(Beginning of Record set)

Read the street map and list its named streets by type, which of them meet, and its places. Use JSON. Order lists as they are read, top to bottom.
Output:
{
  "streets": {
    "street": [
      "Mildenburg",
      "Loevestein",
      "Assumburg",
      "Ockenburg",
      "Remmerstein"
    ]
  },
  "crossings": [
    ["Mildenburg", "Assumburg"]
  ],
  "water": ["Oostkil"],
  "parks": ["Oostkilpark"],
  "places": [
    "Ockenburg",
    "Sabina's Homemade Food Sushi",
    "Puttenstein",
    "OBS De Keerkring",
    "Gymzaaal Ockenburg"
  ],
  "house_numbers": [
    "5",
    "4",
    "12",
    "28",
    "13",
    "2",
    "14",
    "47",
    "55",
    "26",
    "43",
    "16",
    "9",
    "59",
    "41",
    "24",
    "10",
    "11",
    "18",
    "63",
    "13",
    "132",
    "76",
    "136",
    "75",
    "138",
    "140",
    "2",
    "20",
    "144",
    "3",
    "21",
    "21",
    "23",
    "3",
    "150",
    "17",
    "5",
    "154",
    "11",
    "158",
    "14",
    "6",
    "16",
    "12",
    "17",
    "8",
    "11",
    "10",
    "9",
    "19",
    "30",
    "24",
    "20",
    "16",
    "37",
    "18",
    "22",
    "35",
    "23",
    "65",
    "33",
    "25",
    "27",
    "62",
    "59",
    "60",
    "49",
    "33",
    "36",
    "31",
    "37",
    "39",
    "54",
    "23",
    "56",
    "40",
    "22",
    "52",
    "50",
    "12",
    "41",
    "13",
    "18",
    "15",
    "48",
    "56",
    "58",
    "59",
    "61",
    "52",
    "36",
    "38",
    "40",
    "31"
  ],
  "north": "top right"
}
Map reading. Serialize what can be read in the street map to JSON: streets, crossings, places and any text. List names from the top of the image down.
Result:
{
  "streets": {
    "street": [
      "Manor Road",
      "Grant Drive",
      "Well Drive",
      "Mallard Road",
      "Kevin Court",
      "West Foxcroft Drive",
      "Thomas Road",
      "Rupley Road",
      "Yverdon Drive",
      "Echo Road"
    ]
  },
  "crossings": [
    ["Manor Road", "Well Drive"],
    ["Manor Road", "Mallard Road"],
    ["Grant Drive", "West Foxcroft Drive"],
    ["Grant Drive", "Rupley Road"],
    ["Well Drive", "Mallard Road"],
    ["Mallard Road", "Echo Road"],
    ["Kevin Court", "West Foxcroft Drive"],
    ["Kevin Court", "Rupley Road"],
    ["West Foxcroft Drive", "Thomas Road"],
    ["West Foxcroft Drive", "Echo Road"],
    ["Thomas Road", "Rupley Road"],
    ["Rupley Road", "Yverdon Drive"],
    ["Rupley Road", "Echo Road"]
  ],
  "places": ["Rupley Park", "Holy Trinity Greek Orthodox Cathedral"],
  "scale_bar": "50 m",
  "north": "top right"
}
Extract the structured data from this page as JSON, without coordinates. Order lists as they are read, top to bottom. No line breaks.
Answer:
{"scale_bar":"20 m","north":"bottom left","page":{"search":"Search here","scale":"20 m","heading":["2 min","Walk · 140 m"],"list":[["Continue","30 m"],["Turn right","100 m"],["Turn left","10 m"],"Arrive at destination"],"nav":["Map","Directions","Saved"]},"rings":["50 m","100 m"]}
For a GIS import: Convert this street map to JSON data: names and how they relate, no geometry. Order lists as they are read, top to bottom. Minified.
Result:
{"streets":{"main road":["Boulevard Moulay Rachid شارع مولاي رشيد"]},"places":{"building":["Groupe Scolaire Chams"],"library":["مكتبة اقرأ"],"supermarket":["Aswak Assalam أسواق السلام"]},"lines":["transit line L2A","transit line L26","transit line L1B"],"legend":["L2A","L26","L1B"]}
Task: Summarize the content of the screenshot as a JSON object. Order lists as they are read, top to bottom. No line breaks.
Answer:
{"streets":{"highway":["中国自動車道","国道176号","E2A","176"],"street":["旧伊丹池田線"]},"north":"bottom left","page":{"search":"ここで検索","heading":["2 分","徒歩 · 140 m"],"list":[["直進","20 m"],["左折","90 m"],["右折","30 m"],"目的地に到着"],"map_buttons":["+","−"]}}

(End of Record set)

> Activity: Return each line of the records above exactly as it reads.

> Result for this exercise:
Read the street map and list its named streets by type, which of them meet, and its places. Use JSON. Order lists as they are read, top to bottom.
Output:
{
  "streets": {
    "street": [
      "Mildenburg",
      "Loevestein",
      "Assumburg",
      "Ockenburg",
      "Remmerstein"
    ]
  },
  "crossings": [
    ["Mildenburg", "Assumburg"]
  ],
  "water": ["Oostkil"],
  "parks": ["Oostkilpark"],
  "places": [
    "Ockenburg",
    "Sabina's Homemade Food Sushi",
    "Puttenstein",
    "OBS De Keerkring",
    "Gymzaaal Ockenburg"
  ],
  "house_numbers": [
    "5",
    "4",
    "12",
    "28",
    "13",
    "2",
    "14",
    "47",
    "55",
    "26",
    "43",
    "16",
    "9",
    "59",
    "41",
    "24",
    "10",
    "11",
    "18",
    "63",
    "13",
    "132",
    "76",
    "136",
    "75",
    "138",
    "140",
    "2",
    "20",
    "144",
    "3",
    "21",
    "21",
    "23",
    "3",
    "150",
    "17",
    "5",
    "154",
    "11",
    "158",
    "14",
    "6",
    "16",
    "12",
    "17",
    "8",
    "11",
    "10",
    "9",
    "19",
    "30",
    "24",
    "20",
    "16",
    "37",
    "18",
    "22",
    "35",
    "23",
    "65",
    "33",
    "25",
    "27",
    "62",
    "59",
    "60",
    "49",
    "33",
    "36",
    "31",
    "37",
    "39",
    "54",
    "23",
    "56",
    "40",
    "22",
    "52",
    "50",
    "12",
    "41",
    "13",
    "18",
    "15",
    "48",
    "56",
    "58",
    "59",
    "61",
    "52",
    "36",
    "38",
    "40",
    "31"
  ],
  "north": "top right"
}
Map reading. Serialize what can be read in the street map to JSON: streets, crossings, places and any text. List names from the top of the image down.
Result:
{
  "streets": {
    "street": [
      "Manor Road",
      "Grant Drive",
      "Well Drive",
      "Mallard Road",
      "Kevin Court",
      "West Foxcroft Drive",
      "Thomas Road",
      "Rupley Road",
      "Yverdon Drive",
      "Echo Road"
    ]
  },
  "crossings": [
    ["Manor Road", "Well Drive"],
    ["Manor Road", "Mallard Road"],
    ["Grant Drive", "West Foxcroft Drive"],
    ["Grant Drive", "Rupley Road"],
    ["Well Drive", "Mallard Road"],
    ["Mallard Road", "Echo Road"],
    ["Kevin Court", "West Foxcroft Drive"],
    ["Kevin Court", "Rupley Road"],
    ["West Foxcroft Drive", "Thomas Road"],
    ["West Foxcroft Drive", "Echo Road"],
    ["Thomas Road", "Rupley Road"],
    ["Rupley Road", "Yverdon Drive"],
    ["Rupley Road", "Echo Road"]
  ],
  "places": ["Rupley Park", "Holy Trinity Greek Orthodox Cathedral"],
  "scale_bar": "50 m",
  "north": "top right"
}
Extract the structured data from this page as JSON, without coordinates. Order lists as they are read, top to bottom. No line breaks.
Answer:
{"scale_bar":"20 m","north":"bottom left","page":{"search":"Search here","scale":"20 m","heading":["2 min","Walk · 140 m"],"list":[["Continue","30 m"],["Turn right","100 m"],["Turn left","10 m"],"Arrive at destination"],"nav":["Map","Directions","Saved"]},"rings":["50 m","100 m"]}
For a GIS import: Convert this street map to JSON data: names and how they relate, no geometry. Order lists as they are read, top to bottom. Minified.
Result:
{"streets":{"main road":["Boulevard Moulay Rachid شارع مولاي رشيد"]},"places":{"building":["Groupe Scolaire Chams"],"library":["مكتبة اقرأ"],"supermarket":["Aswak Assalam أسواق السلام"]},"lines":["transit line L2A","transit line L26","transit line L1B"],"legend":["L2A","L26","L1B"]}
Task: Summarize the content of the screenshot as a JSON object. Order lists as they are read, top to bottom. No line breaks.
Answer:
{"streets":{"highway":["中国自動車道","国道176号","E2A","176"],"street":["旧伊丹池田線"]},"north":"bottom left","page":{"search":"ここで検索","heading":["2 分","徒歩 · 140 m"],"list":[["直進","20 m"],["左折","90 m"],["右折","30 m"],"目的地に到着"],"map_buttons":["+","−"]}}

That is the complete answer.